Exercise description:
Where pictures appear, omit them, and copy exactly only the lines from the start of the listing through the line containing "Give me a JSON", both included.

○ ○ ○ ○ ○ ○ ○

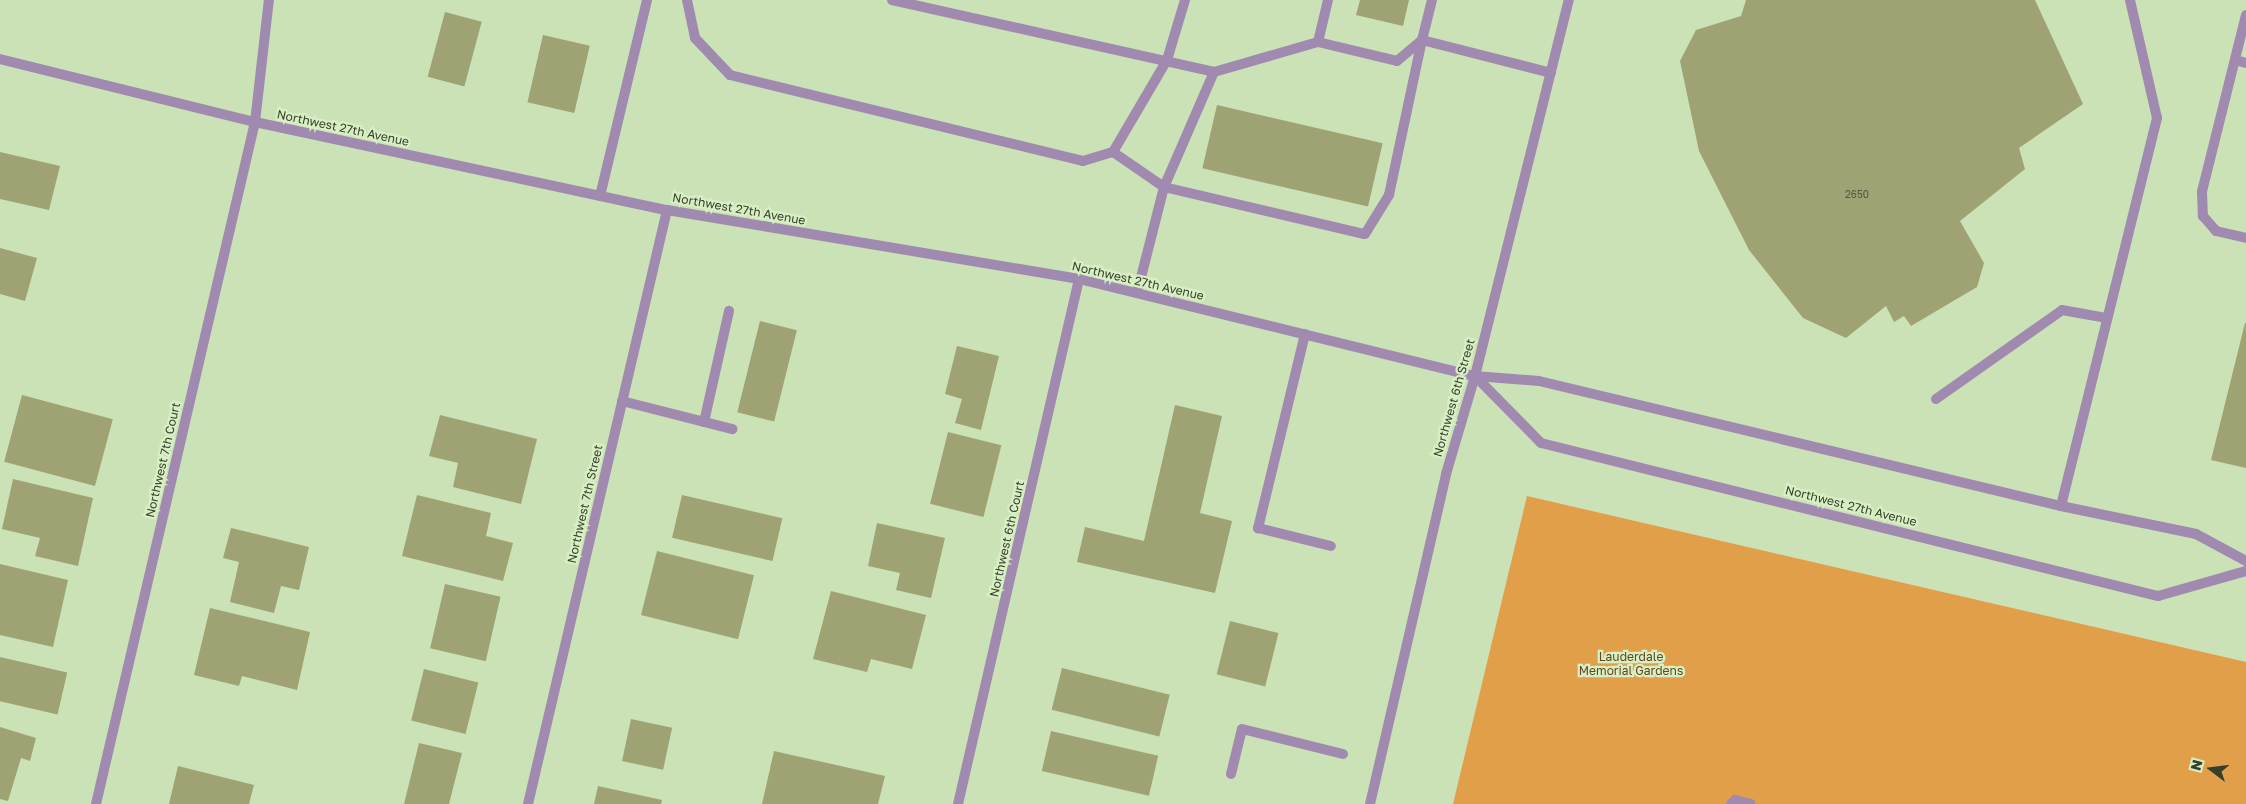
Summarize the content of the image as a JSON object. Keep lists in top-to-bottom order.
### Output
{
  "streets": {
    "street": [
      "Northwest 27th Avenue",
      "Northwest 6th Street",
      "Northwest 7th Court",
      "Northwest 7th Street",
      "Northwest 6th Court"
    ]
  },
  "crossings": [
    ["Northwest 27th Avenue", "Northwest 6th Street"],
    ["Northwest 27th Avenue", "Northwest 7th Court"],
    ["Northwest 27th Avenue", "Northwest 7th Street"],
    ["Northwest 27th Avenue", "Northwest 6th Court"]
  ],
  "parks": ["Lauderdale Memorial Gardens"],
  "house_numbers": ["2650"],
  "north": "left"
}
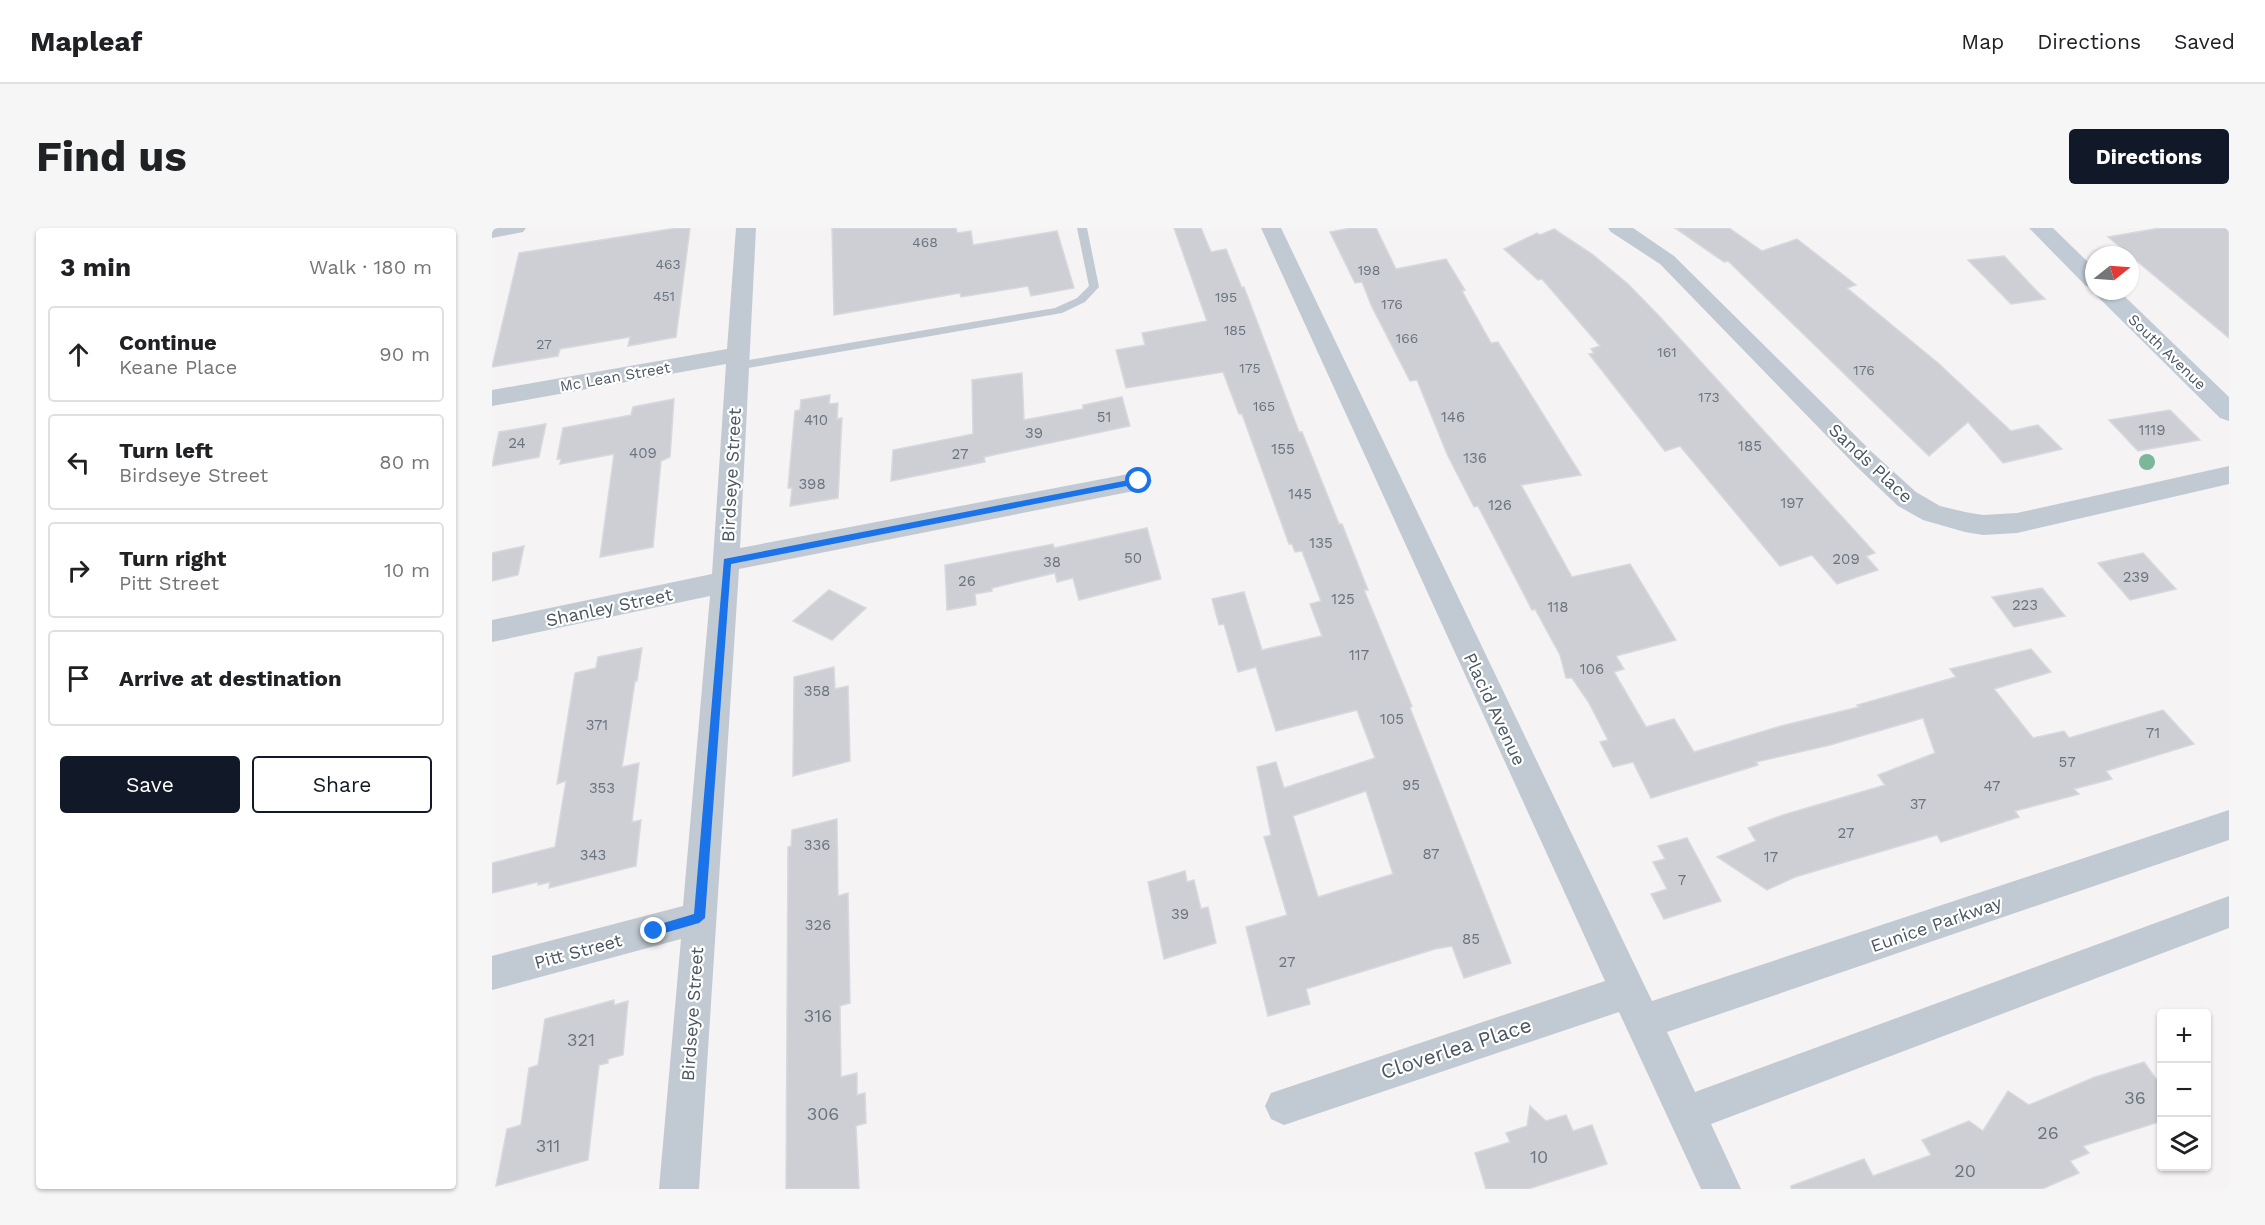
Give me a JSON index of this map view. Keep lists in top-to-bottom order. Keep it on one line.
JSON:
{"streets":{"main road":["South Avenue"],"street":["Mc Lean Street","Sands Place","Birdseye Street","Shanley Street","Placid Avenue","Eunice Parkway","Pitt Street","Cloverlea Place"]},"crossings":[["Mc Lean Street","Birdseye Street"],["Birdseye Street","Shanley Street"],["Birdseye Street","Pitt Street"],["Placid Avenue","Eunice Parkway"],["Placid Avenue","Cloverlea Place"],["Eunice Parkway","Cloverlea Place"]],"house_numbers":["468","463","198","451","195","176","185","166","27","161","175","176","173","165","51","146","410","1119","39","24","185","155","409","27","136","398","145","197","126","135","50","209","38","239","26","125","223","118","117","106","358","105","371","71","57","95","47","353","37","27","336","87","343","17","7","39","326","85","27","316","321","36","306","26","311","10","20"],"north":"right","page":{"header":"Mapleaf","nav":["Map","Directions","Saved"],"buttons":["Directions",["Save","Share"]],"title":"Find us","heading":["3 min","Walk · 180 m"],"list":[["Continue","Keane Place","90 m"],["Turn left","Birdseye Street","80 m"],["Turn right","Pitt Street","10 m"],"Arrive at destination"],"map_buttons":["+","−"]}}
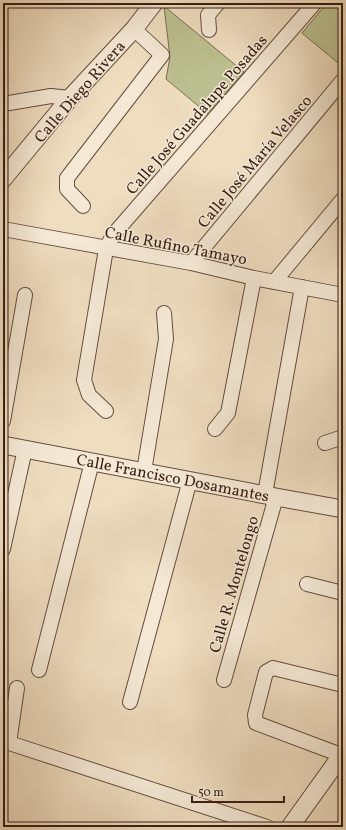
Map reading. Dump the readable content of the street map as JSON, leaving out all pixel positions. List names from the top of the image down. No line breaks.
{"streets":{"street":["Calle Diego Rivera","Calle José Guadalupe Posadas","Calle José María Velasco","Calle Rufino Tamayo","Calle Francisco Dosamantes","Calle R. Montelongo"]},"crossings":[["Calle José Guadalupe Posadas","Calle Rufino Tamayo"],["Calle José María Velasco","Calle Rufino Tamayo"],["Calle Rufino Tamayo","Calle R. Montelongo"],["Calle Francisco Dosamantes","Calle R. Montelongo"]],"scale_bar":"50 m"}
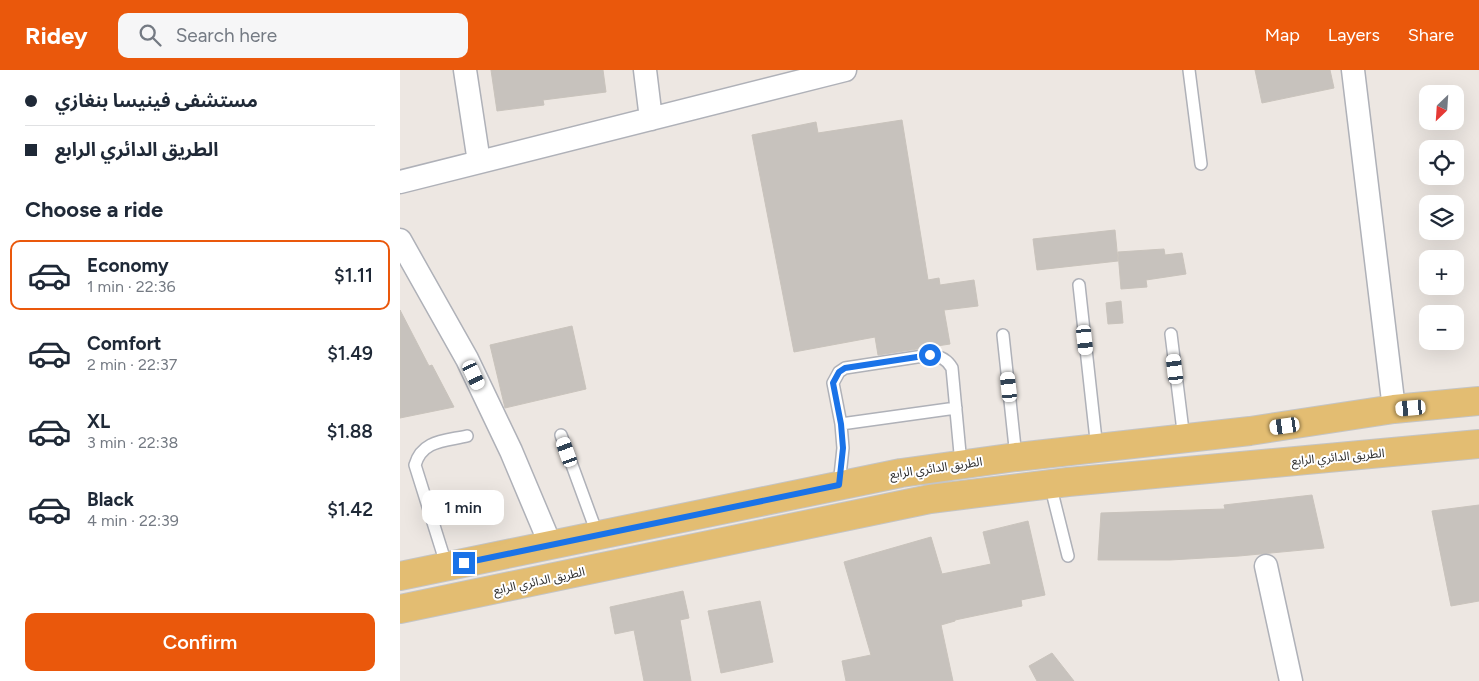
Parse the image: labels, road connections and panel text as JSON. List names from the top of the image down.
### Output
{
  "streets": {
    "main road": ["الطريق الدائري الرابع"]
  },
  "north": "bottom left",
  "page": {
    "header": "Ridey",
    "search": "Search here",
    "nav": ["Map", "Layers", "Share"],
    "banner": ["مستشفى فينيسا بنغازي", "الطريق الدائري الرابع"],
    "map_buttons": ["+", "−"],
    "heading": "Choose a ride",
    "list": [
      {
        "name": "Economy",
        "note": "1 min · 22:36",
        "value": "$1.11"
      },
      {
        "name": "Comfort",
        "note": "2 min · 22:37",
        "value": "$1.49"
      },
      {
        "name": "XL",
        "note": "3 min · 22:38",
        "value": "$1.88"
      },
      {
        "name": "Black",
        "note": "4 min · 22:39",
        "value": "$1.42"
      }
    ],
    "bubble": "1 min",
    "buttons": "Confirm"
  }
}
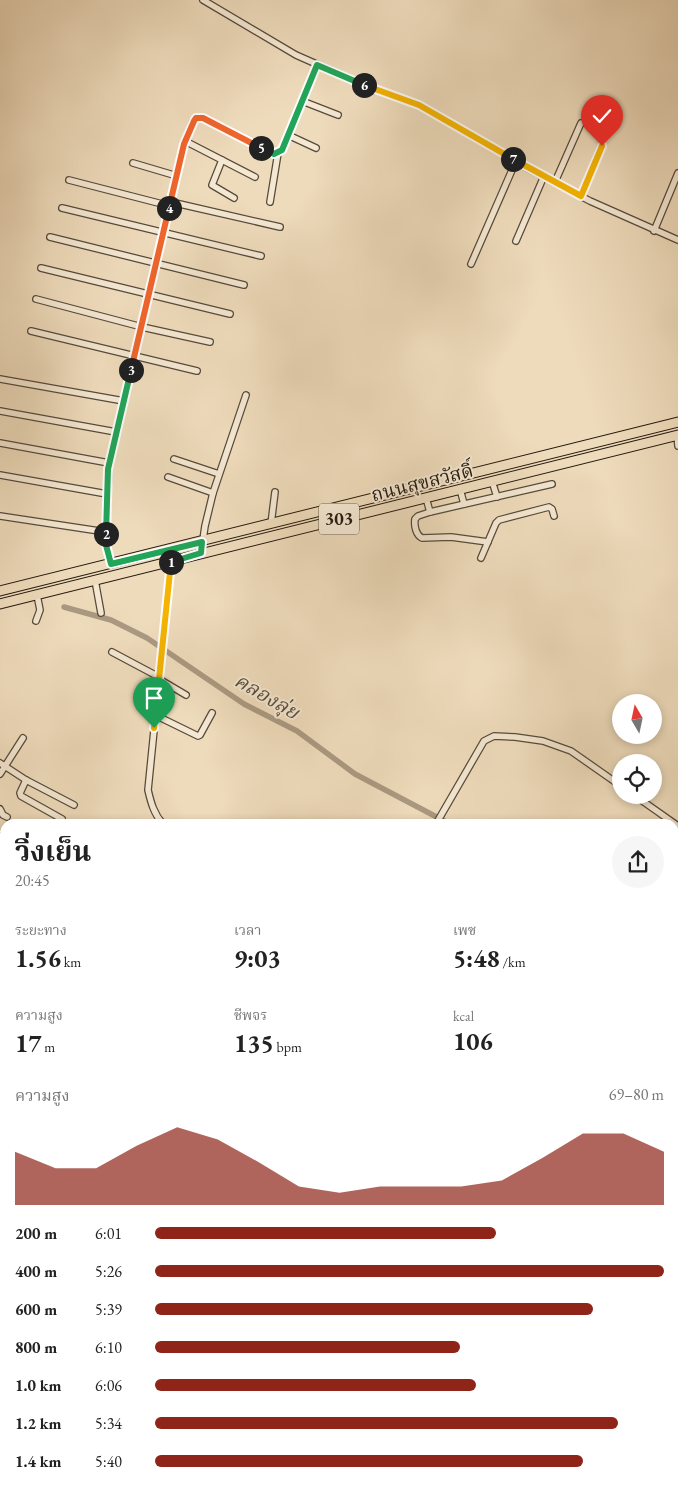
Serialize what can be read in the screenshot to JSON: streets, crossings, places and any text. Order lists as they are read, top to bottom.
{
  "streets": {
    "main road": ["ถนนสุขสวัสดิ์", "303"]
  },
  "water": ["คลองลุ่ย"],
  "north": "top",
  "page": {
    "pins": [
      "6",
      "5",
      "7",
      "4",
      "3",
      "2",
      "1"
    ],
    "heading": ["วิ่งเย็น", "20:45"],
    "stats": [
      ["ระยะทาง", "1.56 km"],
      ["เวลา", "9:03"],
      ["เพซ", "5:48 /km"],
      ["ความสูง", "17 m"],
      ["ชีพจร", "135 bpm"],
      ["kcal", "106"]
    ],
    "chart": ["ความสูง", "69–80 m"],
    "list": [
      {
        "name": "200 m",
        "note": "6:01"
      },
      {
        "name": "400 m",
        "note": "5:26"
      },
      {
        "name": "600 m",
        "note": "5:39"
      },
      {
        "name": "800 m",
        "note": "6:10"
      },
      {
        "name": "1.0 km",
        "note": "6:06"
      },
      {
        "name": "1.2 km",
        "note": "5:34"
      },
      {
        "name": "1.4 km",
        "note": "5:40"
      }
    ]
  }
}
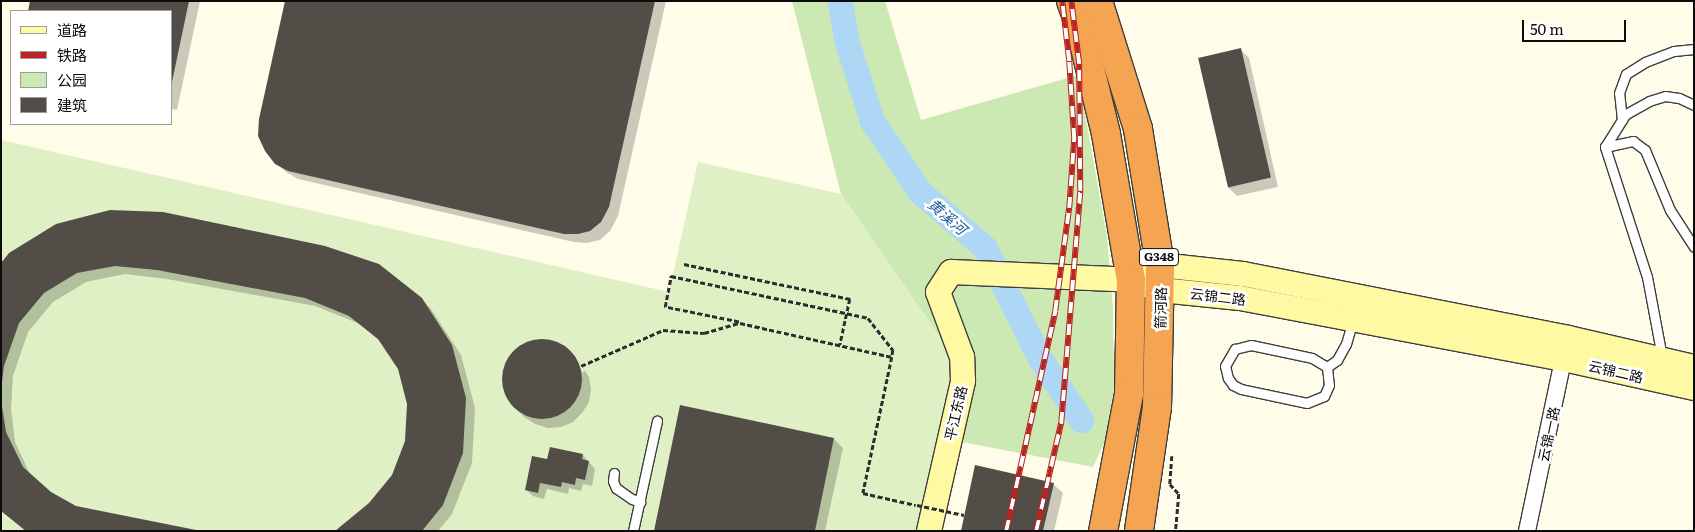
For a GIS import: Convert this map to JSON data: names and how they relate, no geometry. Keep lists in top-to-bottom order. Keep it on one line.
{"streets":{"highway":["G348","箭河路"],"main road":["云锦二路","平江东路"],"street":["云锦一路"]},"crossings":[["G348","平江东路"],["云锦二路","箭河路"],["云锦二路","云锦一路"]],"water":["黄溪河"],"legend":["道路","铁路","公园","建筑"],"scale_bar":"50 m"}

○ ○ ○ ○ ○ ○ ○

Answer for this exercise:
Summarize the content of the image as a JSON object. Keep lists in top-to-bottom order.
### Output
{
  "streets": {
    "street": [
      "Northwest 27th Avenue",
      "Northwest 6th Street",
      "Northwest 7th Court",
      "Northwest 7th Street",
      "Northwest 6th Court"
    ]
  },
  "crossings": [
    ["Northwest 27th Avenue", "Northwest 6th Street"],
    ["Northwest 27th Avenue", "Northwest 7th Court"],
    ["Northwest 27th Avenue", "Northwest 7th Street"],
    ["Northwest 27th Avenue", "Northwest 6th Court"]
  ],
  "parks": ["Lauderdale Memorial Gardens"],
  "house_numbers": ["2650"],
  "north": "left"
}
Give me a JSON index of this map view. Keep lists in top-to-bottom order. Keep it on one line.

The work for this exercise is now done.